A k-PDA is a pushdown automata with k stacks. My textbook on Computation Theory has an exercise that asks to prove that 3-PDA is no more powerful than a 2-PDA.

Now consider the language that I made up while trying to think of a counter-example:

$ L = { (a|b)^{m}(c|d)^{m}e^{n} }$

where $n$ = no. of positions in which the symbol in the "a|b" substring corresponds to the "c|d" substring. Here "corresponds" means that the $i^{th}$ symbol in the "a|b" substring is $a$ and $i^{th}$ symbol in the "c|d" substring is $c$. (Likewise for $b$ and $d$.)
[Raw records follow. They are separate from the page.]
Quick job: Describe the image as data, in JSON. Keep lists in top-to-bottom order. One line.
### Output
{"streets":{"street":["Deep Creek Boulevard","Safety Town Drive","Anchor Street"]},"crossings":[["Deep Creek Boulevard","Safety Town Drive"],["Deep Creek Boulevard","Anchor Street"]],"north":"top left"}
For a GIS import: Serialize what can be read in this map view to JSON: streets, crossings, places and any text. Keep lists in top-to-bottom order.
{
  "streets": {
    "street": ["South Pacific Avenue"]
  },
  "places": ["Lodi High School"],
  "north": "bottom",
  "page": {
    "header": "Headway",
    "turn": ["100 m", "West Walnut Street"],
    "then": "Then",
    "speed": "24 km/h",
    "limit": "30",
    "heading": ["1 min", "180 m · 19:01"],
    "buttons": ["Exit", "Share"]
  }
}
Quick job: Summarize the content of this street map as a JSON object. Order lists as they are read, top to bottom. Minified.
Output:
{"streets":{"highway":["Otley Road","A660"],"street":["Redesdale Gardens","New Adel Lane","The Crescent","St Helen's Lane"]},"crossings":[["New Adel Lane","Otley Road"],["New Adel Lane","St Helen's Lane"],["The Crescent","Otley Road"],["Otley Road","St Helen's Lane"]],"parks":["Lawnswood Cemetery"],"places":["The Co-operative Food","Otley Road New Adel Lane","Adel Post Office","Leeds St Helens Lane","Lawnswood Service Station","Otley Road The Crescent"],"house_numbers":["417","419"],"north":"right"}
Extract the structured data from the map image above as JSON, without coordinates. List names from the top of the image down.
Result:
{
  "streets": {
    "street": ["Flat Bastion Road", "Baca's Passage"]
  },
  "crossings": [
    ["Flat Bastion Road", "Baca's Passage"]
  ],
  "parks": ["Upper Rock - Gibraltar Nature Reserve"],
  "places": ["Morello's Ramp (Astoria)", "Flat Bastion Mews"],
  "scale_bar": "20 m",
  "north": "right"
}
To recognise this language with a 3-PDA, use the following state machine:

  1. Read the input symbol. If symbol is $a$ or $b$, push it to stack#1. Keep looping in state 1.
    • On an $<\epsilon,\epsilon, \epsilon>$ transition, move to state 2. (non-determinism)
  2. Read an input symbol. If symbol is $c$ or $d$, push it to stack#2. Keep looping in state 2.
    • On an $<\epsilon,\epsilon, \epsilon>$ transition, move to state 3. (non-determinism)
  3. Without reading any input, pop one element from stack#1 and stack#2. If these are $(a,c)$ or $(b,d)$, then push a $X$ to stack#3. Keep looping in state 3.
    • If either stack#1 or stack#2 becomes empty while the other still has symbols, then reject.
    • If not, then when both stacks become empty, on an $<\epsilon,\epsilon, \epsilon>$ transition, move to state 4. (non-determinism)
  4. Read an input symbol. For every $e$, pop one $X$ from stack#3. Keep looping in state 4.
    • If you run out of $X$'s on the stack while input still remains, or vice-versa, then reject, else accept.

I cannot figure out how this could be recognised with a 2-PDA, without the 3rd stack for a "backing store" to keep track of the number of matches, but the book says that a 3-PDA is no more powerful than a 2-PDA, meaning a 2-PDA should recognise any language than a 3-PDA can.

Any ideas on how I should proceed with this?
PS: Drawing the PDA transition diagrams here is cumbersome, so I have tried describing the diagram with the above description. Let me know if something is not clear.

Best Answer

Two stacks can emulate a Turing machine tape. Motion along the tape is isomorphic to popping some symbol $x$ from one stack and pushing it onto the other stack. Writing to the tape is isomorphic to popping something from one stack and writing the new thing to that stack. Thus, anything a one tape Turing machine can do, a 2-PDA can do. Since a Turing machine can simulate a $k$-PDA for finite $k$, it can certainly simulate a 3-PDA. Therefore a 2-PDA is just as computationally powerful as a 3-PDA.